La domanda è: si può essere un rispettabile partito di destra senza essere di centro(destra), senza essere iper-leaderistici, e senza chiedere l’Italexit? Il segretario della Lega può avere un rapporto sereno con il suo delfino come la Merkel con AKK? Può la Lega avere riti e liturgie che non siano quelli, a dir poco offensivi e vagamente blasfemi, del secessionista Bossi con l’ampolla e l’acqua del Po?

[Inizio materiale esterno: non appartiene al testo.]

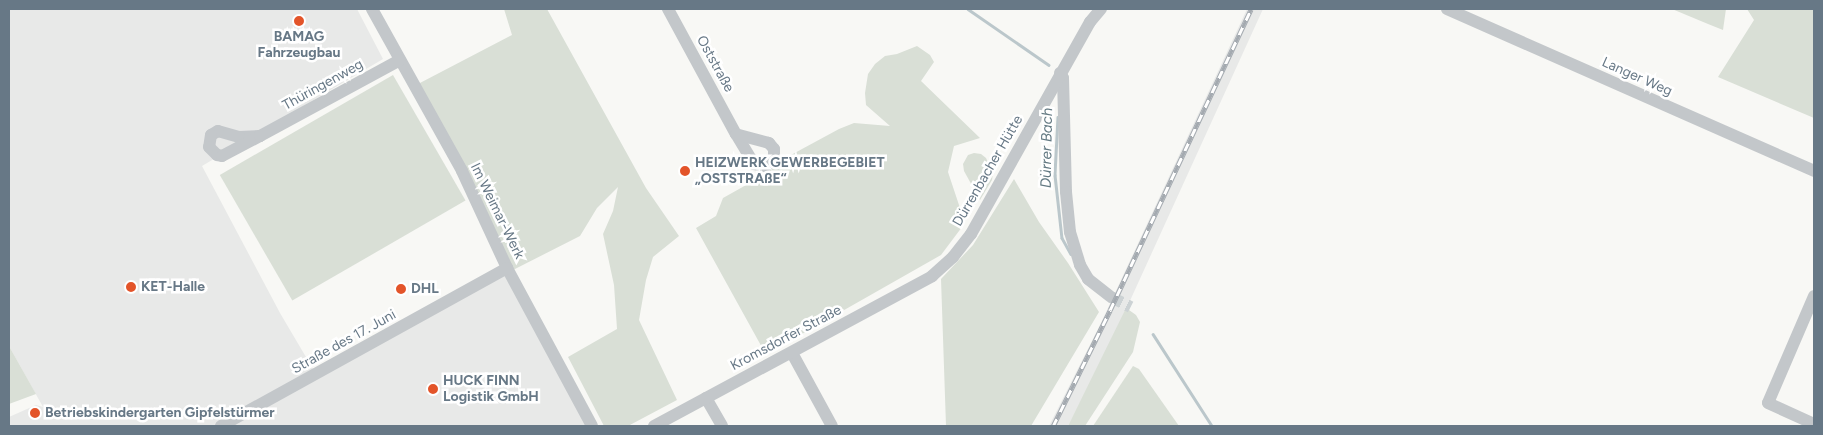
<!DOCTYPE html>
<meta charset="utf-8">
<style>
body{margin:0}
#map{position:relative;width:1823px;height:435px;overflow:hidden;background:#f8f8f5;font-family:Figtree,sans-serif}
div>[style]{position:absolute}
.built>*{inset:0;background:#e8e9e8}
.green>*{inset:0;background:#d9dfd6;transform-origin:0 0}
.stream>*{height:2.5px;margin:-1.25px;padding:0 1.25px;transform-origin:1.25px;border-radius:1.25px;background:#bbc7cb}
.minor-tunnel>*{height:12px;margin-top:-6px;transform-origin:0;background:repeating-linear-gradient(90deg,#ccd2d4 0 12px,transparent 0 18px)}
.minor>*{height:12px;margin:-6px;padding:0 6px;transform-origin:6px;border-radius:6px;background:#c3c7ca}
.rail>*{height:4.5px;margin-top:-2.25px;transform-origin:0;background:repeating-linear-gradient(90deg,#fff 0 8px,#a4aab0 0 16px);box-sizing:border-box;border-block:1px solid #a4aab0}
.dots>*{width:14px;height:14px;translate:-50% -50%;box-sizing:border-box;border:2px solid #fff;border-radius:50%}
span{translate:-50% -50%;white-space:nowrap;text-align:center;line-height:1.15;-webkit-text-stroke:5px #fff;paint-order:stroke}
.poi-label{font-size:14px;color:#677886;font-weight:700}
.left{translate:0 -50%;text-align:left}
.street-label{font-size:14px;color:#677886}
.water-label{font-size:15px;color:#637982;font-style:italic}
.frame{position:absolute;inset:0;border:10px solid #677886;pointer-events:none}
</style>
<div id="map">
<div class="built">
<div style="clip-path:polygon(9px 9px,357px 9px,383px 59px,202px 166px,280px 313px,316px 374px,507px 268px,592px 426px,9px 426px,9px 417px,36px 405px,43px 407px,9px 346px)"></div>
<div style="clip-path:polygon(1247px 9px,1263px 9px,1113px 338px,1068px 426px,1049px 426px,1101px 323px)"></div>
</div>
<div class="green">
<div style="clip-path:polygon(504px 9px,547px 9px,646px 188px,679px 236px,653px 257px,646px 280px,639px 320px,677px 400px,628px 426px,604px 426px,568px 357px,617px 329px,614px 285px,603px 234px,613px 211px,618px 187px,597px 208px,580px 236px,513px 270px,418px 84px,512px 35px)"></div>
<div style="clip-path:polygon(1672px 9px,1726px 9px,1723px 30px,1708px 24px)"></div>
<div style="clip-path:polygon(1747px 9px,1814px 9px,1814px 118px,1718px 77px,1754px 20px)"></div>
<div style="clip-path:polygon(917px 46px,930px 55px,934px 62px,921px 81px,980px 138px,954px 146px,948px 172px,965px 223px,941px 255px,772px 351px,764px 351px,696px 228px,716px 216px,723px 198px,766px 174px,778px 162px,839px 129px,854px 123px,890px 126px,866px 105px,865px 93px,868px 74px,875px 64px,885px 56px,897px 54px)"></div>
<div style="left:393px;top:75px;width:145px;height:200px;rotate:60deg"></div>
<div style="clip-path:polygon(974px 153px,981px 154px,986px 158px,993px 173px,992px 180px,980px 200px,964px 171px,963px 164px,968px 155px)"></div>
<div style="clip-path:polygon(1014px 179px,1039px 222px,1068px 263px,1099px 312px,1031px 426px,946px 426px,941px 279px,973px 245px)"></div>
<div style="clip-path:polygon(1130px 300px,1132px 303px,1129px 310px,1136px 315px,1140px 322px,1133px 352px,1085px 426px,1068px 426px)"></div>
<div style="clip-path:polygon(9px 346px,36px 394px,9px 404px)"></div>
<div style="clip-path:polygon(1133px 366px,1139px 369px,1179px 426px,1093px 426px)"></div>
</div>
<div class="stream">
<div style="left:968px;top:9px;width:98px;rotate:34.7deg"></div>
<div style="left:1058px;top:117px;width:58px;rotate:93deg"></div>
<div style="left:1055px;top:175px;width:63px;rotate:83.7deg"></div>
<div style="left:1062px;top:238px;width:18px;rotate:61deg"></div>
<div style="left:1153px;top:334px;width:109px;rotate:57.3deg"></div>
</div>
<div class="minor-tunnel">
<div style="left:1111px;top:297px;width:22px;rotate:27deg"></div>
</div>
<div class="minor">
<div style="left:372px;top:9px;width:185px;rotate:60.9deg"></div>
<div style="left:462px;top:171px;width:107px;rotate:65.1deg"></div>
<div style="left:507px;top:268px;width:179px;rotate:61.7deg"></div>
<div style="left:668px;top:9px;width:142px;rotate:61.5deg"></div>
<div style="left:736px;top:134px;width:35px;rotate:59deg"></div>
<div style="left:754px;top:164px;width:11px;rotate:10deg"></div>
<div style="left:765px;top:166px;width:6px;rotate:-31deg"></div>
<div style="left:770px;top:163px;width:8px;rotate:-60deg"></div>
<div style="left:774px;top:156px;width:7px;rotate:-90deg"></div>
<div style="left:774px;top:149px;width:8px;rotate:-130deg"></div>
<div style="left:769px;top:143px;width:34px;rotate:-165deg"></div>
<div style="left:1447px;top:9px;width:401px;rotate:23.8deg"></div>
<div style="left:1060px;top:73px;width:6px;rotate:59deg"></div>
<div style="left:1063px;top:78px;width:114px;rotate:88.5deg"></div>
<div style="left:1066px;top:192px;width:40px;rotate:84.3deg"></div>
<div style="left:1070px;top:232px;width:34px;rotate:73deg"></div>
<div style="left:1080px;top:265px;width:16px;rotate:60deg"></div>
<div style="left:1088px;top:279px;width:29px;rotate:38deg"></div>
<div style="left:260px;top:136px;width:21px;rotate:177deg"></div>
<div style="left:239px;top:137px;width:22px;rotate:-164deg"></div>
<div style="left:218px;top:131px;width:8px;rotate:150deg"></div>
<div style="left:211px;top:135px;width:12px;rotate:99deg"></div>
<div style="left:209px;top:147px;width:11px;rotate:45deg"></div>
<div style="left:217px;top:155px;width:5px;rotate:11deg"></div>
<div style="left:222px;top:156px;width:43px;rotate:-27.8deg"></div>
<div style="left:260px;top:136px;width:159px;rotate:-28.5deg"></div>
<div style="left:1814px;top:296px;width:116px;rotate:113.3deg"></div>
<div style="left:1768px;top:403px;width:51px;rotate:24.5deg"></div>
<div style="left:792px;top:353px;width:83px;rotate:61.3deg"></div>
<div style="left:706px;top:398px;width:32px;rotate:60deg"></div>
<div style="left:221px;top:426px;width:327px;rotate:-28.9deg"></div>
<div style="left:654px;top:426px;width:316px;rotate:-28.3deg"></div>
<div style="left:932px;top:276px;width:28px;rotate:-42deg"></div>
<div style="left:953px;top:257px;width:29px;rotate:-52deg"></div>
<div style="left:971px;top:234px;width:243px;rotate:-60.7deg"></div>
<div style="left:1090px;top:22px;width:17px;rotate:-50deg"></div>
</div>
<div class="rail">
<div style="left:1053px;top:426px;width:129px;rotate:-63.8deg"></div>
<div style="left:1110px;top:310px;width:332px;rotate:-64.9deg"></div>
</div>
<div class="dots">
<div style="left:299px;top:21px;background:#e35429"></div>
<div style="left:685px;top:171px;background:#e35429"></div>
<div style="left:131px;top:287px;background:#e35429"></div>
<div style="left:401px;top:289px;background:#e35429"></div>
<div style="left:433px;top:389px;background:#e35429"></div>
<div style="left:35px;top:413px;background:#e35429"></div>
</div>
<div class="poi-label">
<span style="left:299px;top:45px">BAMAG<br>Fahrzeugbau</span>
<span class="left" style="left:695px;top:171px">HEIZWERK GEWERBEGEBIET<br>„OSTSTRAßE“</span>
<span class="left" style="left:141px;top:287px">KET-Halle</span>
<span class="left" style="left:411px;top:289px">DHL</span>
<span class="left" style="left:443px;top:389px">HUCK FINN<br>Logistik GmbH</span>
<span class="left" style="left:45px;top:413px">Betriebskindergarten Gipfelstürmer</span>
</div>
<div class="street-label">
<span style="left:715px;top:64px;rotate:61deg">Oststraße</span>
<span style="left:1637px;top:77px;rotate:24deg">Langer Weg</span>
<span style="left:323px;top:85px;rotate:-29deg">Thüringenweg</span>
<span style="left:988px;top:171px;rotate:-60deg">Dürrenbacher Hütte</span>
<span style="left:497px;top:211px;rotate:64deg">Im Weimar-Werk</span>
<span style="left:786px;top:338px;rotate:-28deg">Kromsdorfer Straße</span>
<span style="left:344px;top:342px;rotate:-29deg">Straße des 17. Juni</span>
</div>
<div class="water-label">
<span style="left:1047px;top:148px;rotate:-89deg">Dürrer Bach</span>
</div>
<div class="frame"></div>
</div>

L’era dei partiti di plastica – nel senso di partiti facilmente modellabili dai loro iper-leader – è finita. Ma è finita anche l’era dei partiti che vogliono essere tutto e il contrario di tutto, come il PD del “ma anche”, quello che pone nel suo pantheon Berlinguer e Martin Luther King, Gandhi e Kennedy, che è nel PSE ma in Italia assume profili ben poco socialisti. I democratici devono dotarsi di meno idee e meno parole, ma più chiare. Facendolo riusciranno a trovare non un iper-leader, ma un (anti)leader, un Prodi del XXI secolo che oggi non si vede, ma che prima o poi arriverà.
Il PD al mago di Oz dovrebbe chiedere il dono della sintesi. E sintesi significa togliere ciò che non è essenziale, e dare maggior enfasi a ciò che lo è. Uguaglianza, per esempio, sarà un’idea centrale del PD o no? Oggi lo è e non lo è, come il gatto di Schrödinger. Se la risposta (legittima) alla prima domanda sarà no, il PD veleggerà verso i lidi della liberaldemocrazia, verso l’ALDE, come sognano da anni alcuni suoi esponenti e quasi-esponenti, quali Renzi e Calenda, e perderà nuovi pezzi a sinistra. Se la risposta è sì, allora perderà qualche altro pezzo a destra e potrà sognare un ricongiungimento con Bersani & co. Quanto al M5S… si può solo augurare a Conte buon lavoro. Trasformare un meta-partito in un partito richiede l’intervento della Fata turchina, e come sanno i lettori di Collodi prima che la Fata turchina intervenga a Pinocchio ne succedono di tutti i colori, incluso essere inghiottito da una balena.